When Ashe announced his retirement nearly two years ago, some began to worry that his model of change is dependent on a charismatic leader and that his absence could undo the changes he ushered in. Ashe, who punctuates his words with his hands, has a Masters in social work and ran a group home for foster children before becoming sheriff. He sees his current work as sheriff as a continuation of his former role. “The image of a social worker is very soft. When you think about a sheriff you think about law enforcement, you think of a horse and two guns, a sheriff's hat and all that kind of thing.” But, to him, the two fields are very related.
“Whether it's foster care or running a county jail, the offender or the child, they've got to feel that you care about them. That's what you're really trying to convey,” he said. “When you think of an inmate being incarcerated, it's got to be the lowest point of one's life. Here they come in a van with leg irons, with handcuffs, with loss of freedom. My hope is to not further reinforce warehousing. I always saw it as an opportunity to change.”
Ashe stuck to this philosophy through decades, surviving the tough-on-crime ‘80s and ‘90s.

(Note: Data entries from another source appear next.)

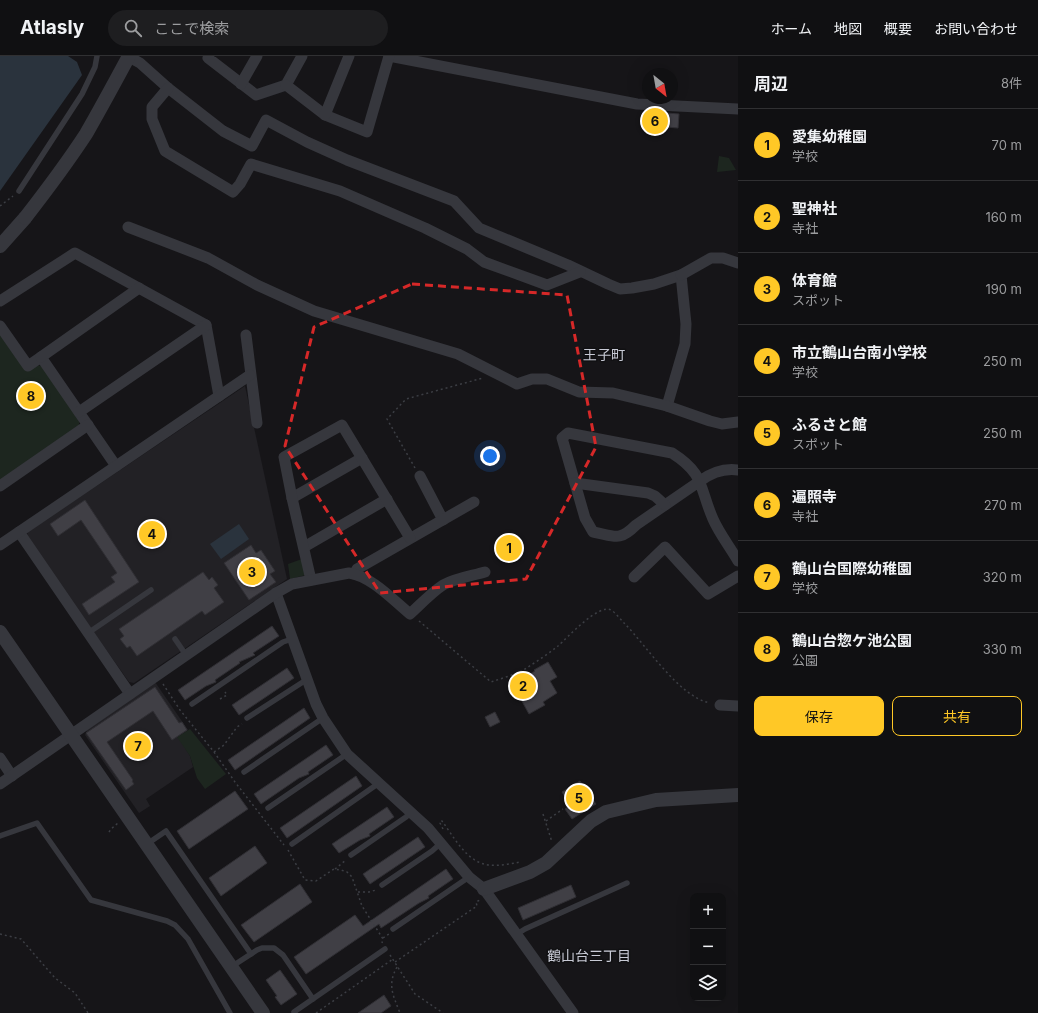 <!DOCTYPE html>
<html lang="ja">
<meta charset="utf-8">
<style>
body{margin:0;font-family:Inter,"Noto Sans JP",sans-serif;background:#1e1e20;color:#f1f3f6}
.controls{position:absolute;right:12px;bottom:12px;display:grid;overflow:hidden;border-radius:8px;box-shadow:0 4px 16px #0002}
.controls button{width:36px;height:36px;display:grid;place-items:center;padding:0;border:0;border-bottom:1px solid #303032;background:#101012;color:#f1f3f6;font:20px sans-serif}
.compass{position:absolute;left:642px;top:12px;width:36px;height:36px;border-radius:50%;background:#101012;box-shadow:0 4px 16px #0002;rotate:149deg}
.you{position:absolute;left:490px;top:400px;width:14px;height:14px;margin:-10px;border:3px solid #fff;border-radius:50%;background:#1a73e8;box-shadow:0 0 0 6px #1a73e833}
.badge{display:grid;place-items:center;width:26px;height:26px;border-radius:50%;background:#ffc826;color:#111;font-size:13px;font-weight:700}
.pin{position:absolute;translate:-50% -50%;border:2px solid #fff;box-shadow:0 1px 4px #0006}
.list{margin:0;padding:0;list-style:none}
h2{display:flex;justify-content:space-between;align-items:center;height:52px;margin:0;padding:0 16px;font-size:17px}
h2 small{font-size:13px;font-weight:400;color:#9c9d9f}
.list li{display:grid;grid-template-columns:26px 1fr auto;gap:12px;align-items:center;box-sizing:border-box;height:72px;padding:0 16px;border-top:1px solid #303032}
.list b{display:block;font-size:15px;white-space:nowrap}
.list p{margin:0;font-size:13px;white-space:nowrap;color:#9c9d9f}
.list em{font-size:13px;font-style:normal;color:#9c9d9f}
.actions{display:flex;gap:8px;padding:12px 16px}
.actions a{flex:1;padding:9px 0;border:1px solid #ffc826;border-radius:8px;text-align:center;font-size:14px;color:#ffc826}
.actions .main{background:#ffc826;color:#111}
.icon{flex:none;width:22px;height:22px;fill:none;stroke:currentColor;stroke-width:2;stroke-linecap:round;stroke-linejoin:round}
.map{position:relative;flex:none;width:738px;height:957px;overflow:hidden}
header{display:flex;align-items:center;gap:24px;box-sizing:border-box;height:56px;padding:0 20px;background:#101012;border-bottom:1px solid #303032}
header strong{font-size:19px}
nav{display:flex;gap:22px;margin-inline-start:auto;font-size:14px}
.search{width:280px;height:36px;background:#1e1e20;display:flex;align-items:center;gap:10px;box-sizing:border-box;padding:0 14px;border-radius:22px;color:#9c9d9f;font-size:15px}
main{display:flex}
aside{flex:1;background:#101012}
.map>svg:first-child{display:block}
</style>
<header>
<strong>Atlasly</strong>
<div class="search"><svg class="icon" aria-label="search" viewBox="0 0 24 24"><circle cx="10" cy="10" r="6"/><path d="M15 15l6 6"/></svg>ここで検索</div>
<nav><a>ホーム</a><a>地図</a><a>概要</a><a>お問い合わせ</a></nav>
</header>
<main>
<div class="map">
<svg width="738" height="957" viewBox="0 0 738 957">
<rect width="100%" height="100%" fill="#161518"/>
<g fill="#222125">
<polygon points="245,330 287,523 134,627 129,626 26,481 28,476"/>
<polygon points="155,626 188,674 178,681 190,700 193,711 146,743 150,750 139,757 85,679 87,674"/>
</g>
<g fill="#1d261f">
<polygon points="719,100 729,102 736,114 717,116"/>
<polygon points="0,278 26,315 35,309 42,310 79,365 79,370 0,425"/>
<polygon points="302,503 306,519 290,523 288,508"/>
<polygon points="190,673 226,718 205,733 197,722 190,700 177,681"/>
</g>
<g fill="#2a333d">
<polygon points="0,0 68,0 77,6 82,19 0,135"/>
<polygon points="239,468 249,483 221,503 210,488"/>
</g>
<g fill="#403f45" stroke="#302f34">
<polygon points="667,57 679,58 678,72 666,71"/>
<polygon points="85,444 139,526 89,559 82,548 115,526 111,521 117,517 81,464 58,480 50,468"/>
<polygon points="251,489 256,497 261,494 275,515 270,518 276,526 249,544 224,507"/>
<polygon points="203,516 209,524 212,521 218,529 214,532 224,546 205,559 202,555 137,600 130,590 127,592 120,583 124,580 119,573"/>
<polygon points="272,570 279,580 253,597 255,599 239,606 240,607 215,624 216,626 206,630 185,644 178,634"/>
<polygon points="548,606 557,621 550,625 557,637 543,646 545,649 529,658 518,638 516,639 511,630 535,615 534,614"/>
<polygon points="287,612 294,622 239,659 232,649"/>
<polygon points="155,631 179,667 182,666 187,674 172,684 153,655 107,686 133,724 132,725 134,728 126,734 86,677"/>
<polygon points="304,652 310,662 235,714 228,704"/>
<polygon points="495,656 500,666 490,671 485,661"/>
<polygon points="326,689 333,699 308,716 309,718 299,722 261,748 254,738"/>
<polygon points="356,720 362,730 287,782 280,772"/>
<polygon points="580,725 596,748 572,763 565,753 570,749 562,736"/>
<polygon points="235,735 248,753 189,793 177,775"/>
<polygon points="387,751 394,761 369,778 370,780 360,784 339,797 332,788"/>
<polygon points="418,781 425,791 370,828 363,818"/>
<polygon points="255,790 267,807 221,840 209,822"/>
<polygon points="446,813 453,823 428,840 429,842 419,847 381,872 379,868 306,918 294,901 355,859 363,870"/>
<polygon points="300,828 312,846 254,886 241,869"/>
<polygon points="571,829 576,841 523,864 518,852"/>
<polygon points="280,914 297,938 281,949 275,941 277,940 266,924"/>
<polygon points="384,939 391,950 381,957 358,957"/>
</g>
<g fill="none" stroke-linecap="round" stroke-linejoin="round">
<g stroke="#3c3e44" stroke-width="1.5" stroke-dasharray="2 3" stroke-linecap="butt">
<polyline points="0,150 13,140"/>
<polyline points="415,412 387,363 406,343 483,322"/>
<path d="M419,565L491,626C502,622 515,619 525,613C536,606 548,598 558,590C567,582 599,547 611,554C616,557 620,563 624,567C647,590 679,641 710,647"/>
<polyline points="163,628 180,654 214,696 235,726 284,789"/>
<polyline points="220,643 227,639 225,636"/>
<polyline points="214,696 224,689 237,671 242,668"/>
<polyline points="543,758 552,786"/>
<polyline points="546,765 563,753"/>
<path d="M443,773L440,767V765H442C454,781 467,807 489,809C499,810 510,808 520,806"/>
<polyline points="109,776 111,773 118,767"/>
<polyline points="288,794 305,824 316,825 334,813 341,814 347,816 352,821 362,850 383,883 382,887"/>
<polyline points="335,813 346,804"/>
<polyline points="358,836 369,836 376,834"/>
<polyline points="0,878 21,883 55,922 75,937 88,957"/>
<polyline points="383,882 389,878"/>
<polyline points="390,899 415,938 443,957"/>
<polyline points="395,906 477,850 476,846 480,844"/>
<path d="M397,911C387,929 393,939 400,957"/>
<polyline points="316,957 393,903"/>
</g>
<g stroke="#36373d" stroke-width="5.5">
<polyline points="19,135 82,38 95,11 97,0"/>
<polyline points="88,577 151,534"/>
<polyline points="175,583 186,599"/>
<polyline points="192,648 283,586 292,583"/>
<polyline points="247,662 306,624"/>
<polyline points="244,716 323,662"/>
<polyline points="268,752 347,698"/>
<polyline points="0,780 37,767 91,844 167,865 175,869 188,883 230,957"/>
<polyline points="147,788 166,775 251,898"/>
<polyline points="292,788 379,727"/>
<polyline points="351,799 406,761 411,756"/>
<polyline points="382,829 432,795 441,787"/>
<polyline points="393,873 469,821"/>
<polyline points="517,878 525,873 627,827"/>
<polyline points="231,911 257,894 262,892 274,892 283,899 313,943"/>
<polyline points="295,957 294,956 385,893"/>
</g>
<g stroke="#36373d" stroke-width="11">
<polyline points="127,0 140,7 168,32 223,75 252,90 266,64 307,86 347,104 454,145 479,172 568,209 608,228 620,233 632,232 654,228 681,219 686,268 685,288 667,350"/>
<polyline points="209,0 208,2 256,39 286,29 302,0"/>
<polyline points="389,0 637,48 738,53"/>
<polyline points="241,28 257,0"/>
<polyline points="286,29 325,59 367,76 389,0"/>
<polyline points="168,32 152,51 152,63 165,95 233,136 240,128 251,108 340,135 425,172 467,193 484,206 547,229 580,216"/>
<polyline points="325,59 349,0"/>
<polyline points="128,171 208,202 257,229 314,255 458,298 517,328 532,323 547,323 579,336 613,337 667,350 710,365 722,368 738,366"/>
<polyline points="681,219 711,202 723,202 738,207"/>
<polyline points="0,245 75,197 206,269 219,340"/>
<polyline points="0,270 28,310 41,301 116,410"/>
<polyline points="246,279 257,367"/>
<polyline points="41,301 139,232"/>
<polyline points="79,356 206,269"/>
<path d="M738,414C724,412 711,417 700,425L636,469C619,486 615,480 593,476L585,462L562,382L568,377L672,397C705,418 699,431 713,463C719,477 730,491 738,505"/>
<polyline points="420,420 443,464"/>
<polyline points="575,427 648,437 655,440 665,449"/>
<polyline points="0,430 88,369"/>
<polyline points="292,442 362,402"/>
<polyline points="19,476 130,638"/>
<polyline points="0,489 250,319"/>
<polyline points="304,491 387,443"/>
<polyline points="354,518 357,513 474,446"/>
<polyline points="634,521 665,491 708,538 738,520"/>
<polyline points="311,524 292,442 284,401 342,369 410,482"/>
<polyline points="276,537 316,648 323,662 347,698 428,772 469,821 484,833 573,957"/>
<polyline points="720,649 738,650"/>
<polyline points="0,702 12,720"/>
<path d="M0,728L276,537L292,528L349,517C371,520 393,544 410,558C421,548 431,537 443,529C456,522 471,520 485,516"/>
</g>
<g stroke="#36373d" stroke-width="14">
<polyline points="0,190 25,162"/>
<polyline points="0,576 263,957"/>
<polyline points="484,833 530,816 546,807 591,765 606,756 656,744 738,739"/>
</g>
<path stroke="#36373d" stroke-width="14" d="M25,162C46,135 67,107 86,78C101,52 115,26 129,0"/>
</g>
<path fill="none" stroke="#d62828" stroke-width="3" stroke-dasharray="8 5" stroke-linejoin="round" d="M412,228L567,239L596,391L526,523L380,537L285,390L314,271Z"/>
<g text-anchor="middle" stroke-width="3" stroke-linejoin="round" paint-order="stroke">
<g font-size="14" fill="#c8cad5" stroke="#111113">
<text x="604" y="304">王子町</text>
<text x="589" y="905">鶴山台三丁目</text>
</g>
</g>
</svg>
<div class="controls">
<button>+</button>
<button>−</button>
<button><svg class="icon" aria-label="layers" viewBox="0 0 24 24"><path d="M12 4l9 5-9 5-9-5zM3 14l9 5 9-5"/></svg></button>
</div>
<svg class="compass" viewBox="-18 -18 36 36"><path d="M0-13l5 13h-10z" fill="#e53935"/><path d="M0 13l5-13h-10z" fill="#9c9d9f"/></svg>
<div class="you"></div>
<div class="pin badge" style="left:509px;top:492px">1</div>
<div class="pin badge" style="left:523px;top:630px">2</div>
<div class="pin badge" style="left:252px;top:516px">3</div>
<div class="pin badge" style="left:152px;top:478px">4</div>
<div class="pin badge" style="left:579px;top:742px">5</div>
<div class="pin badge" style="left:655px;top:65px">6</div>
<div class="pin badge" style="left:138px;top:690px">7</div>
<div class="pin badge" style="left:31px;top:340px">8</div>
</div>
<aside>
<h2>周辺<small>8件</small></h2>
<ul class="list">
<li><span class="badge">1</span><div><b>愛集幼稚園</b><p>学校</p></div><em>70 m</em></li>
<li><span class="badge">2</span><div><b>聖神社</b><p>寺社</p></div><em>160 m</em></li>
<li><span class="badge">3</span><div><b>体育館</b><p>スポット</p></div><em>190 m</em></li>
<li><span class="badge">4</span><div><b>市立鶴山台南小学校</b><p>学校</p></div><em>250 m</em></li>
<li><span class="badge">5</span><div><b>ふるさと館</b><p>スポット</p></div><em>250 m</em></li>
<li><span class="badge">6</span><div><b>遍照寺</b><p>寺社</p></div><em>270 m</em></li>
<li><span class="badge">7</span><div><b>鶴山台国際幼稚園</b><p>学校</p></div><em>320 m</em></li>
<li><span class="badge">8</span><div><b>鶴山台惣ケ池公園</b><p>公園</p></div><em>330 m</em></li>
</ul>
<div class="actions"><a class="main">保存</a><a>共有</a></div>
</aside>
</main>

In the midst of the war on drugs, he founded the Western Massachusetts Correctional Addiction Center, which represented a sharp contrast to the punitive practices that then predominated. Around the same time, he embraced a new public health-care model in response to the AIDS epidemic. Local doctors realized that they lost touch with infected patients who were in-and-out of jail, and proposed a program in which they would split their practice between the facility and their office. The support of the sheriff was critical to the program’s launch, said Thomas Lincoln, who was one of the initial doctors involved and who still participates today. “It would not have happened without him, and it fit in with his other visions,” Lincoln said.
In 2006, the program caught the attention of the Robert Wood Johnson Foundation, which then funded a nonprofit to implement similar programs, connecting public health and correctional health in jails across the country. Washington, D.C., adopted a similar model in 2006. But last spring, the D.C. jail was on the verge of privatizing its health services by awarding a contract to the correctional-health firm Corizon. After weeks of debates, the city decided to stay with the public model, but Lincoln sees that fight as a cautionary tale of what might happen in Hampden County without the right person in charge. “If somebody comes in and doesn’t want to manage the complexity, it could seem, at least up front, that it’s easier to contract it out to a private company,” he says.
Farming out some of the tailored programs would be difficult because they rely on a specific combination of support from the community, management from the sheriff’s office, and general enthusiasm and goodwill from all involved. For example, the Olde Armory Grill, a cafeteria-style breakfast and lunch spot in Springfield, is one of Ashe’s many signature programs. Here, low-security inmates nearing the end of their sentence, serve up paninis, salads, and freshly baked muffins to local patrons. Inmates who go through this training have about a 75 percent job-placement rate after being released, according to the Sheriff’s Office.